Milli Eğitim Bakanlığı’nı aslında kim yönetiyor?

Milli eğitimin dokusun bozulmasında en etkili karar merci Milli Eğitim bakanlığının bizzat kendisi mi, yoksa bakanlığın içine, bütün dokularına sinmişbir gizli güç daha mı var? Daha açık soralım: Milli Eğitim Bakanlığı yetkilerini kullanan resmi bir devlet sendikası var mıdır? Varsa bu Memur-Sen’e bağılı Eğitim-Bir -Sen midir?
Neden soruyorum? Milli Eğitim Bakanlığı’nın bakanlık imzalı tüm kararlarının gerisinde yatan akıl, bu aklı kullanan bürokratik kadrolar hep aynı adrese çıkıyor da ondan.
Eğitimin 4+4+4 şeklinden düzenlenmesinde bu sendikanın görüşleri bakanlığın görüşleri haline dönüşüyor. Kim söylüyor? Kendileri.. Açın resmi Web sitelerini bakın.
Hatırlayın önceki yılı. Tüm itirazlara rağmen ilkokul birinci sınıflara 5,5 aylık çocukların alınmasında aynı sendikanın kararları var. Öğretmen maaşlarının tüm enflasyon gelirlerinden mahrum edilerek üç yıllık anlaşma yapılmasında da bu sendika başrol oynadı.
Türban üzerinden milli eğitim amaçlarının sürekli taciz altında tutulmasında yine onlar ön planda.
Yeryüzünün en büyük hak gaspı olan okul müdürlerinin görevlerinden alınarak, yerlerine atananların seçiminde yürütülen işlem sürecinde Eğitim-Bir-Sen imzası var.
Milli Eğitim Bakanlığının bürokratik kadrolarının genel çoğunluğu bu sendikanın üyelerinden oluşturuluyor. Bu bir tesadüf değil elbette. Hükümet politikasının sonucu. Hükümet devlet bürokrasisini eş değişle devlet iktidarını bu sendikanın üyeleriyle ele geçiriyor ve AKP’lileştirme aracı olarak kullanıyor.

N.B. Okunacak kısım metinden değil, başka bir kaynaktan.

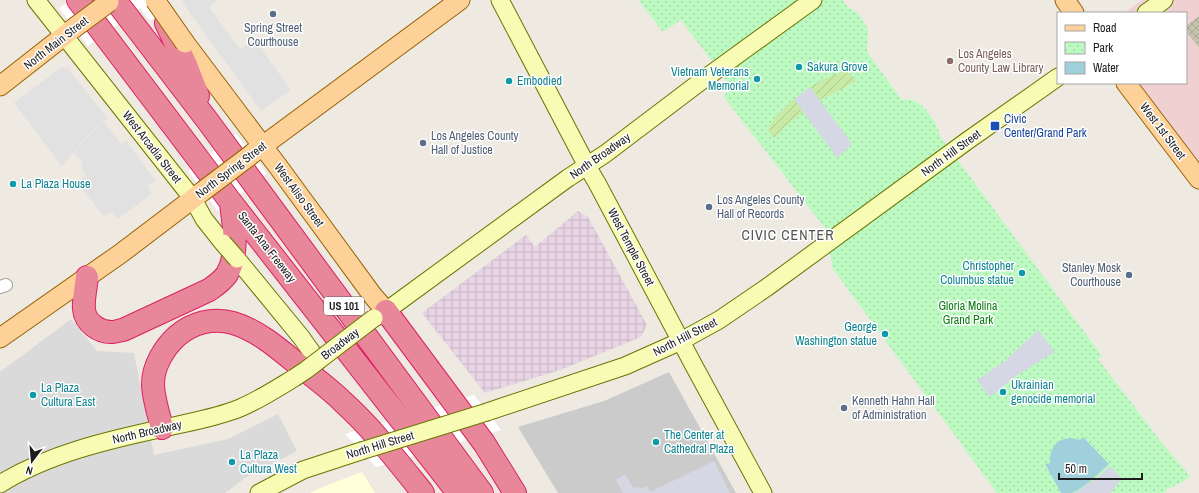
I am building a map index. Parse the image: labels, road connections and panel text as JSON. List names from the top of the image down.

Bu sayede devlet içinde bir başka devlet durumuna gelen sendika, bürokraside etkili  güç haline geldiğinden üyeleri eliyle devlet iktidarını kullanarak, ötekiler üzerinde istediği baskıyı kuracak düzeye erişiyor. Böylece Milli Eğitim Bakanlığı’nda biri devletin resmi kurumu olan tüm halkın bakanlığı, öteki siyasal iktidarın adamlarından oluşan paralel bakanlık meydana gelmiş oluyor. Ortaya çıkan bürokratik güç, emirleri sendikal ağalardan mı yoksa bizzat bakanlık bürokrasisinden mi yahut olması gerektiği gibi yasalardan mı alıyor işte orası karışık.
Tersi de mümkün.
Milli Eğitim bakanlığı olan resmi kurum, paralel kadrolar tarafından ele geçirildiğinden, devletin aklı, Sendikanın aklı mı oluyor, yoksa devlet, sendikalar dâhil bütün kararları bürokrasisinin ideolojik varlığından bağımsız kendisi mi alıyor? Bir başka ifade ile milli Eğitim Bakanlığı’nı aslında kim yönetiyor? Sendika mı, devlet aklı ve bürokrasisi mi?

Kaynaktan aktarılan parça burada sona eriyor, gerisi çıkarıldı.